The new entity will have production of 277,000 barrels per day. (Credit: skeeze from Pixabay)

US shale producer Devon Energy and rival WPX Energy have signed an agreement to combine in a merger of equals, creating an energy company with a combined market value of about $12bn.

The new entity, which will be named Devon Energy, is expected to become one of the largest unconventional energy producers in the US with a production of 277,000 barrels per day.

It will have an asset base supported by a premium acreage position in the economic core of the Delaware Basin, US.

Devon president and CEO Dave Hager said: “This merger is a transformational event for Devon and WPX as we unite our complementary assets, operating capabilities and proven management teams to maximize our business in today’s environment, while positioning our combined company to create value for years to come.

“Bringing together our asset bases will drive immediate synergies and enable the combined company to accelerate free cash flow growth and return of capital to shareholders.
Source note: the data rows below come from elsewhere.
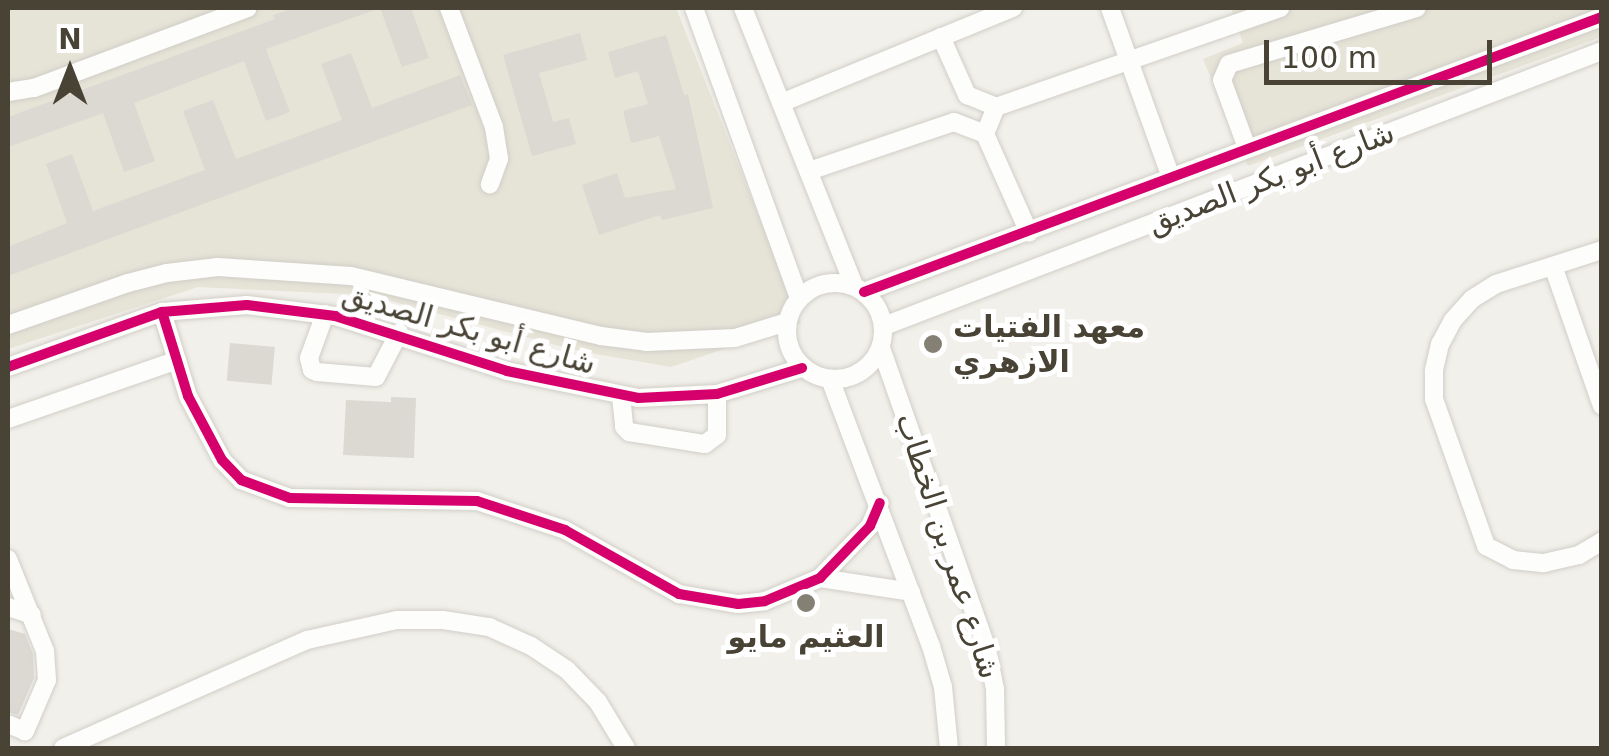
<!DOCTYPE html>
<meta charset="utf-8">
<style>
body{margin:0}
#map{position:relative;width:1609px;height:756px;overflow:hidden;background:#f2f0ea;font-family:"DejaVu Sans",Cairo,sans-serif}
div>[style]{position:absolute}
[style*='--x']{left:calc(var(--x)*1px);top:calc(var(--y)*1px);width:calc(var(--w)*1px);rotate:calc(var(--a)*1deg)}
.residential>*{inset:0;background:#e6e3d7}
.building>*{inset:0;background:#dbd9d2;transform-origin:0 0}
.roads{filter:drop-shadow(0 0 2px #d0cec7) drop-shadow(0 0 2px #d0cec7)}
.minor>*{height:18px;margin:-9px;padding:0 9px;transform-origin:9px;border-radius:9px;background:#fdfdfc}
.minor>.ring{margin:-9px;padding:0;box-sizing:content-box;background:none;border:18px solid #fdfdfc;border-radius:50%}
.cycleway>*{height:10px;margin:-5px;padding:0 5px;transform-origin:5px;border-radius:5px;background:#d6006c}
.dots>*{width:28px;height:28px;translate:-50% -50%;box-sizing:border-box;border:5px solid #fff;border-radius:50%}
span{translate:-50% -50%;white-space:nowrap;text-align:center;line-height:1.15;-webkit-text-stroke:10px #fff;paint-order:stroke}
.street-label{font-size:30px;color:#484335}
.poi-label{font-size:30px;color:#484335;font-weight:700}
.left{translate:0 -50%;text-align:left}
.frame{position:absolute;inset:0;border:10px solid #484335;pointer-events:none}
.north{position:absolute;left:20px;top:20px;width:100px;height:100px;-webkit-text-stroke:8px #fff;paint-order:stroke;rotate:0deg;font-size:28px;font-weight:700;line-height:40px;text-align:center;color:#484335}
.north::after{content:'';display:block;margin:auto;width:35px;height:45px;background:#484335;clip-path:polygon(50% 0,100% 100%,50% 72%,0 100%)}
.scale{position:absolute;left:1264px;top:40px;width:228px;height:45px;box-sizing:border-box;border:5px solid #484335;border-top:0;padding-left:12px;font-size:30px;line-height:35px;white-space:nowrap;color:#484335;-webkit-text-stroke:8px #fff;paint-order:stroke}
</style>
<div id="map">
<div class="residential">
<div style="clip-path:polygon(8px 8px,676px 8px,801px 323px,671px 367px,579px 351px,368px 295px,198px 287px,8px 349px)"></div>
<div style="clip-path:polygon(1231px 8px,1601px 8px,1601px 37px,1248px 166px,1203px 59px,1243px 43px)"></div>
</div>
<div class="building">
<div style="clip-path:polygon(294px 8px,377px 9px,266px 49px,290px 112px,266px 121px,244px 61px,134px 103px,155px 161px,124px 172px,103px 113px,8px 147px,8px 117px,275px 19px,273px 15px)"></div>
<div style="clip-path:polygon(380px 8px,411px 8px,429px 58px,402px 67px)"></div>
<div style="clip-path:polygon(580px 33px,587px 60px,539px 73px,553px 122px,569px 118px,576px 144px,532px 156px,503px 55px)"></div>
<div style="clip-path:polygon(666px 35px,684px 95px,688px 94px,713px 208px,662px 220px,660px 215px,599px 235px,582px 185px,617px 173px,625px 198px,676px 189px,659px 136px,631px 143px,623px 111px,648px 104px,638px 71px,615px 78px,608px 52px)"></div>
<div style="clip-path:polygon(351px 53px,372px 108px,460px 75px,472px 105px,8px 276px,8px 247px,67px 223px,46px 164px,72px 154px,93px 211px,205px 170px,183px 111px,213px 100px,236px 159px,342px 120px,321px 64px)"></div>
<div style="left:230px;top:343px;width:45px;height:38px;rotate:5deg"></div>
<div style="clip-path:polygon(391px 397px,416px 398px,414px 458px,343px 455px,346px 400px,391px 402px)"></div>
<div style="clip-path:polygon(8px 629px,25px 634px,33px 654px,34px 678px,18px 715px,8px 712px)"></div>
</div>
<div class="roads">
<div class="minor">
<div style="--x:449;--y:8;--w:127;--a:69.3"></div>
<div style="--x:494;--y:127;--w:32;--a:81"></div>
<div style="--x:499;--y:159;--w:27;--a:110"></div>
<div style="--x:694;--y:8;--w:308;--a:70.1"></div>
<div style="--x:743;--y:8;--w:299;--a:68.2"></div>
<div style="--x:1110;--y:8;--w:180;--a:70.2"></div>
<div style="--x:941;--y:37;--w:64;--a:65.9"></div>
<div style="--x:967;--y:95;--w:31;--a:22"></div>
<div style="--x:996;--y:107;--w:301;--a:-19.2"></div>
<div style="--x:8;--y:92;--w:26;--a:-9"></div>
<div style="--x:34;--y:88;--w:228;--a:-20.5"></div>
<div style="--x:781;--y:103;--w:251;--a:-22.3"></div>
<div style="--x:985;--y:134;--w:108;--a:66"></div>
<div style="--x:1247;--y:148;--w:72;--a:-110.2"></div>
<div style="--x:1222;--y:80;--w:17;--a:-66"></div>
<div style="--x:1229;--y:64;--w:196;--a:-16.6"></div>
<div style="--x:809;--y:171;--w:153;--a:-18.7"></div>
<div style="--x:954;--y:122;--w:33;--a:21"></div>
<div style="--x:985;--y:134;--w:29;--a:-68"></div>
<div style="--x:1602;--y:250;--w:111;--a:162.2"></div>
<div style="--x:1496;--y:284;--w:28;--a:148"></div>
<div style="--x:1472;--y:299;--w:28;--a:132"></div>
<div style="--x:1453;--y:320;--w:27;--a:118"></div>
<div style="--x:1440;--y:344;--w:28;--a:103"></div>
<div style="--x:1434;--y:371;--w:28;--a:90"></div>
<div style="--x:1434;--y:399;--w:156;--a:70.5"></div>
<div style="--x:1486;--y:546;--w:30;--a:27"></div>
<div style="--x:1513;--y:560;--w:31;--a:6"></div>
<div style="--x:1544;--y:563;--w:36;--a:-13"></div>
<div style="--x:1579;--y:555;--w:27;--a:-31"></div>
<div style="--x:1553;--y:266;--w:148;--a:70.7"></div>
<div class="ring" style="left:787px;top:283px;width:78px;height:78px"></div>
<div style="--x:864;--y:292;--w:788;--a:-20.44"></div>
<div style="--x:162;--y:312;--w:88;--a:72.8"></div>
<div style="--x:188;--y:396;--w:72;--a:62"></div>
<div style="--x:222;--y:460;--w:28;--a:46"></div>
<div style="--x:241;--y:480;--w:52;--a:20.2"></div>
<div style="--x:290;--y:498;--w:187;--a:0.9"></div>
<div style="--x:477;--y:501;--w:93;--a:18.2"></div>
<div style="--x:565;--y:530;--w:131;--a:29.3"></div>
<div style="--x:679;--y:594;--w:60;--a:9.6"></div>
<div style="--x:738;--y:604;--w:27;--a:-6"></div>
<div style="--x:765;--y:601;--w:60;--a:-22.7"></div>
<div style="--x:820;--y:578;--w:72;--a:-46.1"></div>
<div style="--x:870;--y:526;--w:25;--a:-67"></div>
<div style="--x:325;--y:314;--w:47;--a:110"></div>
<div style="--x:309;--y:358;--w:12;--a:76"></div>
<div style="--x:312;--y:370;--w:5;--a:22"></div>
<div style="--x:317;--y:372;--w:59;--a:4.8"></div>
<div style="--x:376;--y:377;--w:50;--a:-62.4"></div>
<div style="--x:8;--y:325;--w:127;--a:-19.3"></div>
<div style="--x:128;--y:283;--w:40;--a:-14.4"></div>
<div style="--x:167;--y:273;--w:51;--a:-6.7"></div>
<div style="--x:218;--y:267;--w:133;--a:3.9"></div>
<div style="--x:351;--y:276;--w:257;--a:13.5"></div>
<div style="--x:601;--y:336;--w:46;--a:7.4"></div>
<div style="--x:647;--y:342;--w:88;--a:-2.6"></div>
<div style="--x:735;--y:338;--w:54;--a:-17.1"></div>
<div style="--x:884;--y:326;--w:769;--a:-20.96"></div>
<div style="--x:881;--y:348;--w:319;--a:70.6"></div>
<div style="--x:987;--y:649;--w:41;--a:78.7"></div>
<div style="--x:995;--y:689;--w:59;--a:89"></div>
<div style="--x:8;--y:367;--w:164;--a:-19.7"></div>
<div style="--x:162;--y:312;--w:85;--a:-4.7"></div>
<div style="--x:247;--y:305;--w:89;--a:7.1"></div>
<div style="--x:335;--y:316;--w:181;--a:17.7"></div>
<div style="--x:507;--y:371;--w:134;--a:11.6"></div>
<div style="--x:638;--y:398;--w:79;--a:-2.9"></div>
<div style="--x:717;--y:394;--w:89;--a:-17"></div>
<div style="--x:830;--y:379;--w:285;--a:69.3"></div>
<div style="--x:931;--y:646;--w:43;--a:73.7"></div>
<div style="--x:943;--y:687;--w:61;--a:84.4"></div>
<div style="--x:621;--y:396;--w:31;--a:84"></div>
<div style="--x:624;--y:427;--w:7;--a:45"></div>
<div style="--x:629;--y:432;--w:77;--a:9"></div>
<div style="--x:705;--y:444;--w:15;--a:-37"></div>
<div style="--x:717;--y:435;--w:41;--a:-90"></div>
<div style="--x:8;--y:419;--w:179;--a:-19.2"></div>
<div style="--x:8;--y:559;--w:99;--a:68.1"></div>
<div style="--x:45;--y:651;--w:29;--a:86"></div>
<div style="--x:47;--y:680;--w:56;--a:113.3"></div>
<div style="--x:25;--y:731;--w:18;--a:-158"></div>
<div style="--x:820;--y:578;--w:92;--a:8.7"></div>
<div style="--x:8;--y:607;--w:25;--a:18"></div>
<div style="--x:63;--y:748;--w:267;--a:-23.9"></div>
<div style="--x:307;--y:640;--w:92;--a:-12.5"></div>
<div style="--x:397;--y:620;--w:46;--a:0"></div>
<div style="--x:443;--y:620;--w:47;--a:8.7"></div>
<div style="--x:489;--y:627;--w:46;--a:24.3"></div>
<div style="--x:531;--y:646;--w:43;--a:33.7"></div>
<div style="--x:567;--y:670;--w:45;--a:45.9"></div>
<div style="--x:598;--y:702;--w:54;--a:58.7"></div>
</div>
</div>
<div class="cycleway">
<div style="--x:864;--y:292;--w:788;--a:-20.44"></div>
<div style="--x:162;--y:312;--w:88;--a:72.8"></div>
<div style="--x:188;--y:396;--w:72;--a:62"></div>
<div style="--x:222;--y:460;--w:28;--a:46"></div>
<div style="--x:241;--y:480;--w:52;--a:20.2"></div>
<div style="--x:290;--y:498;--w:187;--a:0.9"></div>
<div style="--x:477;--y:501;--w:93;--a:18.2"></div>
<div style="--x:565;--y:530;--w:131;--a:29.3"></div>
<div style="--x:679;--y:594;--w:60;--a:9.6"></div>
<div style="--x:738;--y:604;--w:27;--a:-6"></div>
<div style="--x:765;--y:601;--w:60;--a:-22.7"></div>
<div style="--x:820;--y:578;--w:72;--a:-46.1"></div>
<div style="--x:870;--y:526;--w:25;--a:-67"></div>
<div style="--x:8;--y:367;--w:164;--a:-19.7"></div>
<div style="--x:162;--y:312;--w:85;--a:-4.7"></div>
<div style="--x:247;--y:305;--w:89;--a:7.1"></div>
<div style="--x:335;--y:316;--w:181;--a:17.7"></div>
<div style="--x:507;--y:371;--w:134;--a:11.6"></div>
<div style="--x:638;--y:398;--w:79;--a:-2.9"></div>
<div style="--x:717;--y:394;--w:89;--a:-17"></div>
</div>
<div class="dots">
<div style="left:933px;top:344px;background:#848074"></div>
<div style="left:806px;top:603px;background:#848074"></div>
</div>
<div class="street-label">
<span style="left:1271px;top:178px;rotate:-21deg">شارع أبو بكر الصديق</span>
<span style="left:469px;top:329px;rotate:16deg">شارع أبو بكر الصديق</span>
<span style="left:948px;top:546px;rotate:72deg">شارع عمر بن الخطاب</span>
</div>
<div class="poi-label">
<span class="left" style="left:953px;top:344px">معهد الفتيات<br>الازهري</span>
<span style="left:806px;top:637px">العثيم مايو</span>
</div>
<div class="frame"></div>
<div class="north">N</div>
<div class="scale">100 m</div>
</div>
In addition to highly complementary assets, Devon and WPX have similar values, and a disciplined returns-oriented focus, reinforcing our belief that this is an ideal business combination.”

As per the terms of the deal, WPX shareholders will receive a fixed exchange ratio of 0.5165 shares of Devon common stock for each share held.

Devon shareholders to own 57% in the combined company

Subject to completion of the deal, Devon shareholders will own 57% stake in the combined company while the remaining 43% interest will be held by WPX shareholders, on a fully diluted basis.

Planned to be completed in the first quarter of 2021, the transaction is subject to customary closing conditions, including shareholders approvals from Devon and WPX.

Devon Energy said that the combined company will benefit from higher free cash flow, enhanced scale, improved margins, and the financial strength through an industry-first “fixed plus variable” dividend strategy.

WPX chairman and CEO Rick Muncrief said: “This merger-of-equals strengthens our confidence that we will achieve all of our five-year targets outlined in late 2019.”

Last year, Devon Energy agreed to divest its Barnett Shale assets to an affiliate of Kalnin Ventures’ investment vehicle BKV Oil & Gas Capital Partners for $770m.